Discretion of the regulator
Regulating the performance of a private operator with a contract that may cover 10, 20, or 25 years requires that the regulator has room to manoeuvre and adjust the contract to unforeseen situations. In these circumstances, some level of regulatory discretion is desirable and necessary. On the other hand, a regulatory system that involves too much discretion may deter private participation because it increases risk and arbitrary decision-making. To avoid this, it is necessary to ensure that: clear limits to discretion are specified in applicable laws and the contract; the criteria and processes to be employed by the regulator are established in law; and adequate provisions are in place for appeal against the regulator's decision. The definition of the discretion given to the regulator should provide assurances to operators and investors that regulatory discretion will be exercised in a way that protects their legitimate interests and does not subject them to undue political influence; to consumers that it protects their right to an adequate and safe service at a reasonable cost; and to elected officials that the regulatory agency will remain true to its mandate and accountable for its performance.
To be effective, the regulating agency must operate independently from both short-term political pressures and the regulated companies. If regulatory authority lies within the political control of government, there is always the danger that prices, service standards, and investment priorities will be manipulated to serve short-term electoral interests. With a more independent regulator, there is a greater chance that the sector can be managed to meet long-term service and efficiency goals that ultimately will lead to lower cost and better service. Achieving this goal is not easy but several safeguards could be employed, including: making regulatory appointments on the basis of professional, not political, criteria; appointing regulators for a fixed period; funding the regulatory body out of levies on utilities or consumers and not from government budgets; remunerating regulators competitively to attract and retain competent staff; and barring regulators from political activity and from having financial interests in water- and sanitation-related business. Several strategies could be used to reduce the risk of capture of the regulator by private regulated firms or political interests and to make best use of generally scarce regulatory skills: establish a multi-sectoral regulatory commission, for example one that deals with other related infrastructure such as electricity or telecommunications; contract-out some elements of regulation (such as financial auditing and monitoring service standards and asset conditions) to reputable competent private sector firms; use an existing regulatory body with a reputation for independence and honesty.

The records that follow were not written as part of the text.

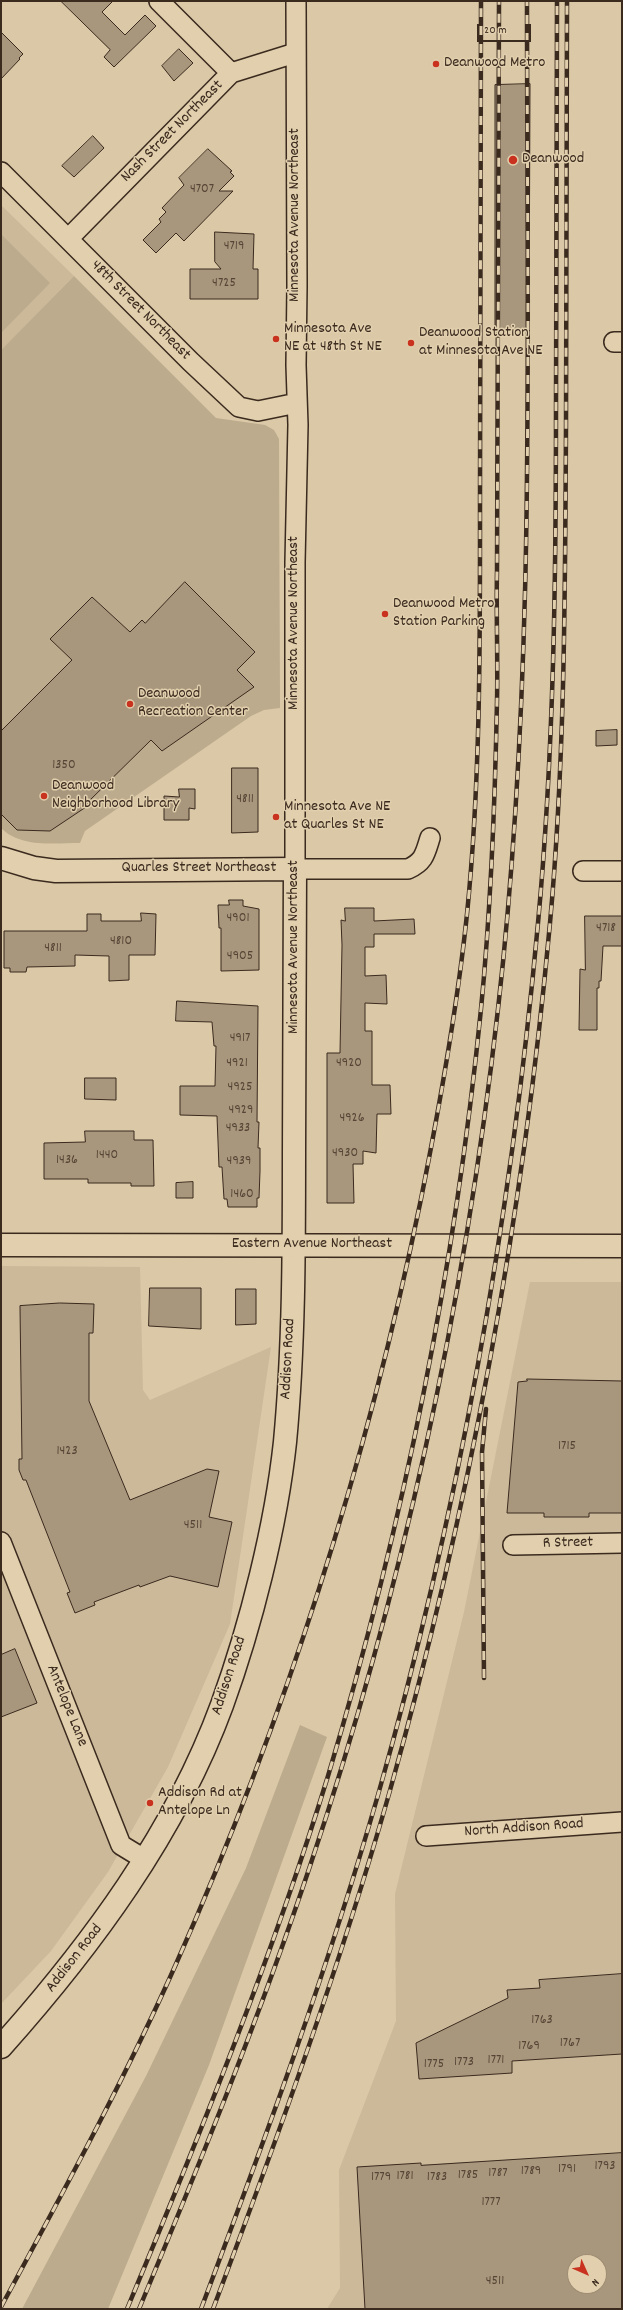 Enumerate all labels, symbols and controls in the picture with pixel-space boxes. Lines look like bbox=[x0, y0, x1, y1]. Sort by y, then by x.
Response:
scale bar bbox=[479, 16, 533, 42]
text: 20 m bbox=[484, 22, 507, 39]
place label: Deanwood Metro bbox=[444, 54, 545, 74]
marker: Deanwood Metro bbox=[431, 59, 441, 69]
street label: Nash Street Northeast bbox=[118, 77, 228, 187]
street label: Minnesota Avenue Northeast bbox=[286, 128, 306, 302]
place label: Deanwood bbox=[522, 150, 584, 170]
marker: Deanwood bbox=[507, 154, 519, 166]
house number: 4707 bbox=[190, 182, 214, 198]
house number: 4719 bbox=[224, 239, 244, 255]
street label: 48th Street Northeast bbox=[86, 257, 194, 365]
house number: 4725 bbox=[212, 276, 236, 292]
place label: Minnesota Ave NE at 48th St NE bbox=[284, 320, 382, 358]
place label: Deanwood Station at Minnesota Ave NE bbox=[419, 324, 542, 362]
marker: Minnesota Ave NE at 48th St NE bbox=[271, 334, 281, 344]
marker: Deanwood Station at Minnesota Ave NE bbox=[406, 338, 416, 348]
street label: Minnesota Avenue Northeast bbox=[285, 536, 305, 710]
place label: Deanwood Metro Station Parking bbox=[393, 595, 494, 633]
marker: Deanwood Metro Station Parking bbox=[380, 609, 390, 619]
place label: Deanwood Recreation Center bbox=[138, 685, 248, 723]
marker: Deanwood Recreation Center bbox=[125, 699, 135, 709]
house number: 1350 bbox=[52, 758, 76, 774]
place label: Deanwood Neighborhood Library bbox=[52, 777, 179, 815]
marker: Deanwood Neighborhood Library bbox=[39, 791, 49, 801]
house number: 4811 bbox=[236, 792, 254, 808]
place label: Minnesota Ave NE at Quarles St NE bbox=[284, 798, 390, 836]
marker: Minnesota Ave NE at Quarles St NE bbox=[271, 812, 281, 822]
street label: Quarles Street Northeast bbox=[122, 859, 276, 879]
street label: Minnesota Avenue Northeast bbox=[285, 860, 305, 1034]
house number: 4901 bbox=[227, 911, 249, 927]
house number: 4718 bbox=[596, 921, 616, 937]
house number: 4810 bbox=[110, 934, 132, 950]
house number: 4811 bbox=[44, 941, 62, 957]
house number: 4905 bbox=[227, 949, 253, 965]
house number: 4917 bbox=[230, 1031, 250, 1047]
house number: 4921 bbox=[226, 1056, 248, 1072]
house number: 4920 bbox=[336, 1056, 362, 1072]
house number: 4925 bbox=[228, 1080, 252, 1096]
house number: 4929 bbox=[229, 1103, 253, 1119]
house number: 4926 bbox=[339, 1111, 365, 1127]
house number: 4933 bbox=[226, 1121, 250, 1137]
house number: 4930 bbox=[332, 1146, 358, 1162]
house number: 1440 bbox=[96, 1148, 118, 1164]
house number: 1436 bbox=[56, 1153, 78, 1169]
house number: 4939 bbox=[227, 1154, 251, 1170]
house number: 1460 bbox=[230, 1187, 254, 1203]
street label: Eastern Avenue Northeast bbox=[232, 1235, 392, 1255]
street label: Addison Road bbox=[277, 1318, 301, 1400]
house number: 1715 bbox=[558, 1439, 576, 1455]
house number: 1423 bbox=[56, 1444, 78, 1460]
house number: 4511 bbox=[184, 1518, 202, 1534]
street label: R Street bbox=[543, 1534, 593, 1554]
street label: Addison Road bbox=[208, 1634, 252, 1718]
street label: Antelope Lane bbox=[41, 1662, 91, 1750]
place label: Addison Rd at Antelope Ln bbox=[158, 1784, 242, 1822]
marker: Addison Rd at Antelope Ln bbox=[145, 1798, 155, 1808]
street label: North Addison Road bbox=[464, 1815, 584, 1843]
street label: Addison Road bbox=[42, 1921, 108, 1997]
house number: 1763 bbox=[531, 2013, 553, 2029]
house number: 1767 bbox=[560, 2036, 580, 2052]
house number: 1769 bbox=[518, 2039, 540, 2055]
house number: 1771 bbox=[488, 2053, 504, 2069]
house number: 1773 bbox=[454, 2055, 474, 2071]
house number: 1775 bbox=[424, 2057, 444, 2073]
house number: 1793 bbox=[594, 2159, 616, 2175]
house number: 1791 bbox=[558, 2162, 576, 2178]
house number: 1789 bbox=[521, 2164, 541, 2180]
house number: 1787 bbox=[488, 2166, 508, 2182]
house number: 1785 bbox=[458, 2168, 478, 2184]
house number: 1781 bbox=[396, 2169, 414, 2185]
house number: 1779 bbox=[371, 2170, 391, 2186]
house number: 1783 bbox=[427, 2170, 447, 2186]
house number: 1777 bbox=[481, 2195, 501, 2211]
north arrow bbox=[567, 2254, 607, 2294]
house number: 4511 bbox=[486, 2274, 504, 2290]
text: N bbox=[587, 2274, 602, 2289] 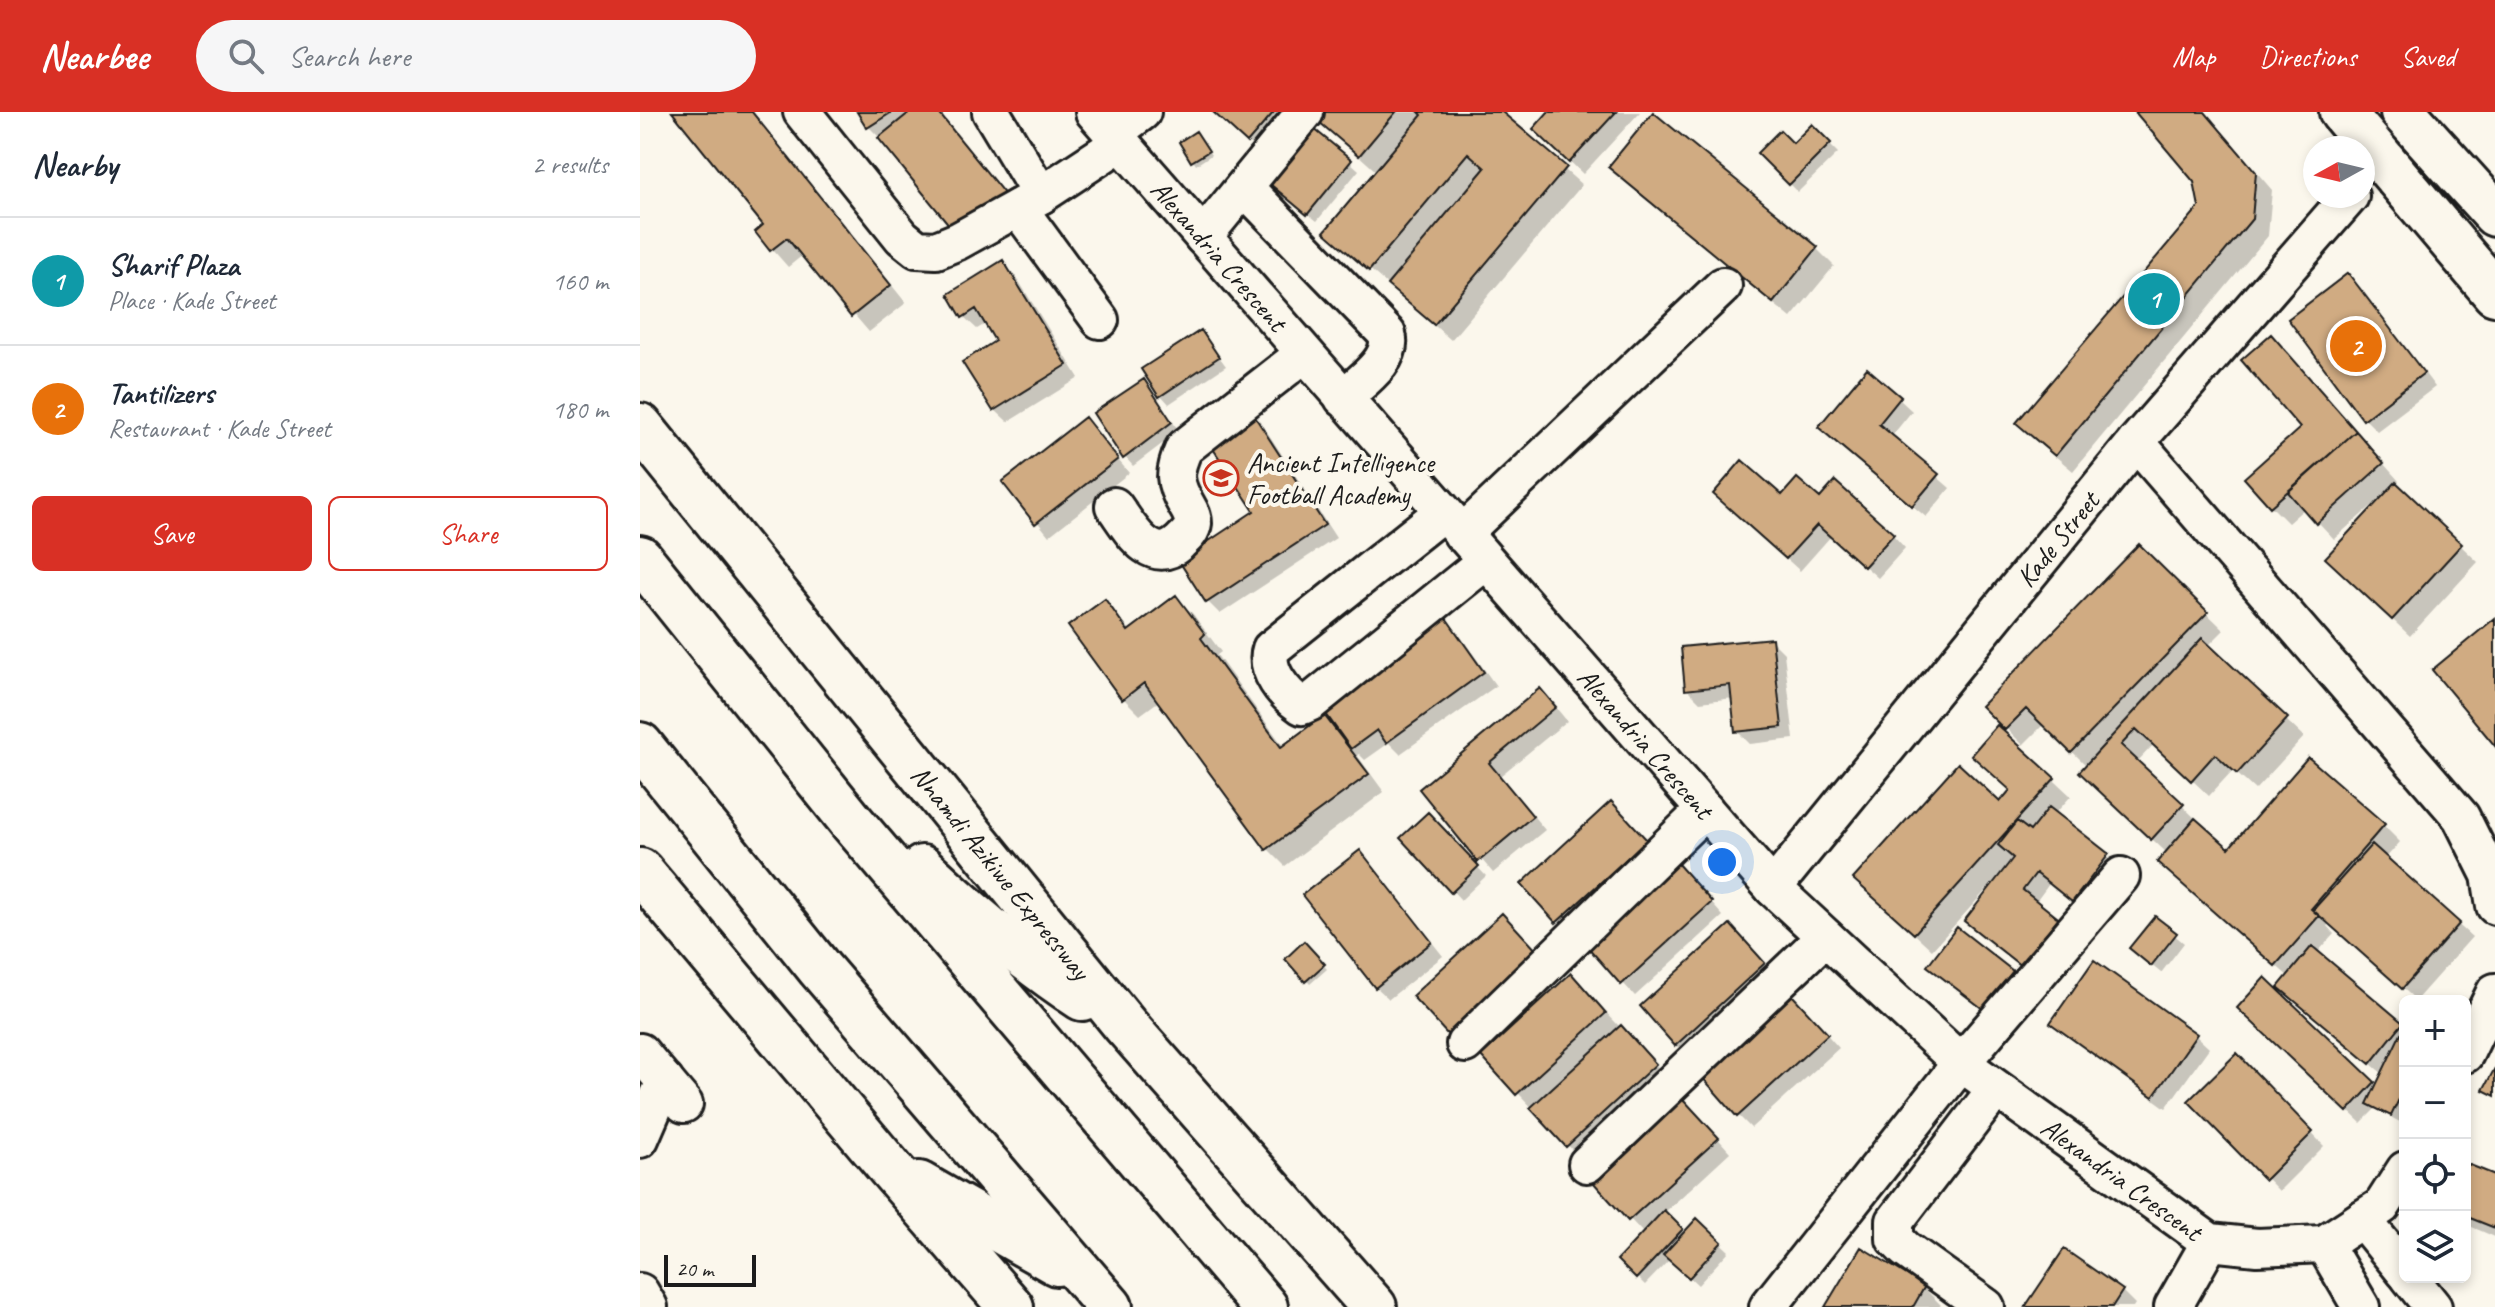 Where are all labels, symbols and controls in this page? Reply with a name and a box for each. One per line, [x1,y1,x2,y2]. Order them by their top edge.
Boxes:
search box [196,20,756,92]
text: Nearbee [40,33,148,80]
icon: search [224,34,268,78]
text: Search here [288,37,410,75]
text: Map [2172,39,2215,74]
text: Directions [2259,39,2357,74]
text: Saved [2401,39,2455,74]
north arrow [2303,136,2375,208]
text: Nearby [32,143,118,186]
text: 2 results [532,148,608,181]
street label: Alexandria Crescent [1144,172,1296,340]
text: Sharif Plaza [108,246,239,284]
text: 1 [52,265,64,298]
text: 160 m [552,265,608,298]
pin: 1 [2128,269,2180,329]
text: Place · Kade Street [108,284,275,317]
pin: 2 [2330,316,2382,376]
text: Tantilizers [108,374,214,412]
text: 2 [52,393,64,426]
text: 180 m [552,393,608,426]
text: Restaurant · Kade Street [108,412,330,445]
place label: Ancient Intelligence Football Academy [1247,445,1436,512]
school or university icon: Ancient Intelligence Football Academy [1202,459,1240,497]
street label: Kade Street [2008,482,2108,594]
button: Save [32,496,312,571]
button: Share [328,496,608,571]
street label: Alexandria Crescent [1570,660,1723,828]
street label: Nnamdi Azikiwe Expressway [904,758,1100,988]
your location [1702,842,1742,882]
map controls [2399,995,2471,1283]
button: + [2399,995,2471,1067]
button: − [2399,1067,2471,1139]
street label: Alexandria Crescent [2035,1109,2211,1250]
button: locate [2399,1139,2471,1211]
button: layers [2399,1211,2471,1283]
scale bar [664,1251,756,1287]
text: 20 m [676,1255,713,1283] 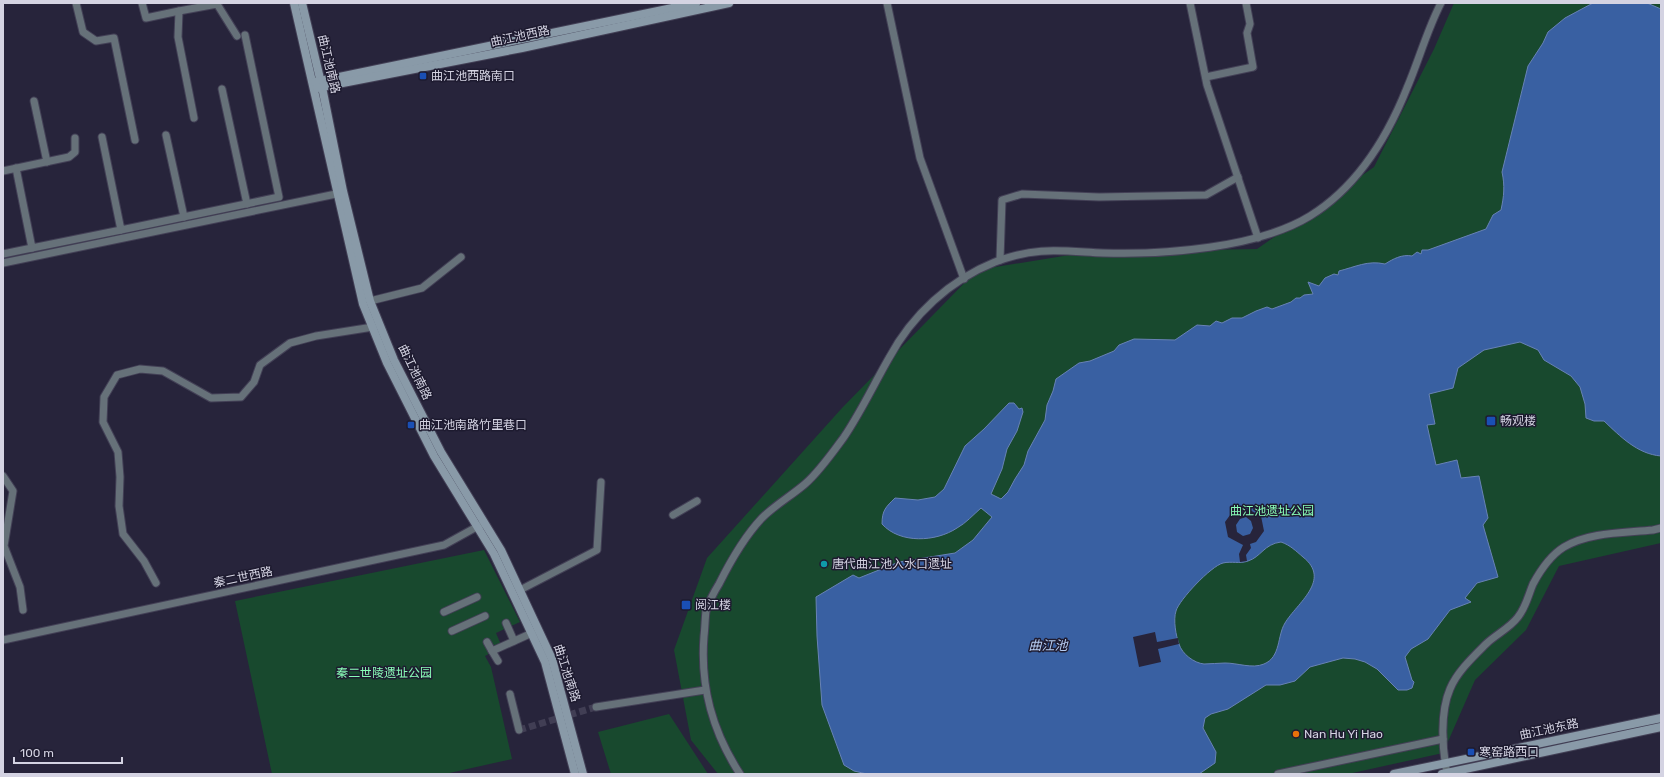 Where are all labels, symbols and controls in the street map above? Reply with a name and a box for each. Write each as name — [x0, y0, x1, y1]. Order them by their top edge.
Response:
street label: 曲江池西路 — [489, 23, 551, 49]
street label: 曲江池南路 — [315, 33, 343, 95]
place label: 曲江池西路南口 — [431, 69, 515, 83]
marker: 曲江池西路南口 — [418, 71, 428, 81]
street label: 曲江池南路 — [396, 342, 434, 402]
place label: 畅观楼 — [1500, 414, 1536, 428]
marker: 畅观楼 — [1485, 415, 1497, 427]
place label: 曲江池南路竹里巷口 — [419, 418, 527, 432]
marker: 曲江池南路竹里巷口 — [406, 420, 416, 430]
park label: 曲江池遗址公园 — [1230, 504, 1314, 518]
place label: 唐代曲江池入水口遗址 — [832, 557, 952, 571]
marker: 唐代曲江池入水口遗址 — [819, 559, 829, 569]
street label: 秦二世西路 — [212, 564, 274, 590]
place label: 阅江楼 — [695, 598, 731, 612]
marker: 阅江楼 — [680, 599, 692, 611]
water label: 曲江池 — [1028, 638, 1069, 653]
street label: 曲江池南路 — [551, 642, 583, 704]
park label: 秦二世陵遗址公园 — [336, 666, 432, 680]
street label: 曲江池东路 — [1518, 716, 1580, 742]
place label: Nan Hu Yi Hao — [1304, 727, 1383, 741]
marker: Nan Hu Yi Hao — [1291, 729, 1301, 739]
scale bar — [14, 739, 122, 765]
place label: 寒窑路西口 — [1479, 745, 1539, 759]
text: 100 m — [20, 746, 54, 760]
marker: 寒窑路西口 — [1466, 747, 1476, 757]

Accountability of the regulator
Although regulating agencies ought to have a high degree of independence from the political environment, there is still a need to ensure accountability. Ways to do that include: specifying the regulator's duty clearly in law; adopting transparent decision-making processes; requiring regulators to publish decisions and the reasons for those decisions; making decisions subject to review by the courts or some other independent forum; and requiring regulatory agencies to present annual reports on their activities and to be subject to independent audits.
Finding the appropriate regulatory system
In dealing with these issues, governments throughout the world have come up with greatly different solutions. Service and management arrangements are generally governed by detailed contractual arrangements managed directly by the utility or local government. Leases and concessions are usually subject to higher-level government oversight. In France, for example, where leases and concessions are largely a local matter, the national government has recently introduced national laws and regulations that govern important aspects of how these contracts are acquired by publishing model contracts and requiring competition. In Conakry in Guinea, the Soci Nationale des Eaux, an autonomous state-owned national water authority responsible for water sector planning and investments, regulates the lease contract, but ultimate authority over tariff setting remains with the government. In Buenos Aires, an independent state agency representing local, provincial, and federal governments and funded from water and wastewater tariffs provides tight regulation, but its decisions can be repealed by government. In the BOO water treatment plant scheme in Sydney in Australia, the newly formed Sydney Water Corporation is overseen by the Pricing Tribunal of New South Wales, an independent authority that regulates retail water rates. In the United States, many states have utility commissions that regulate prices for an array of public utilities, including water. The Office of Water Services, the national regulatory body in England and Wales, is a national independent agency created specifically for the purpose of overseeing the privatized water and wastewater companies. In Chile, a national regulatory commission establishes price guidelines based on yardstick comparisons for all water companies in the country.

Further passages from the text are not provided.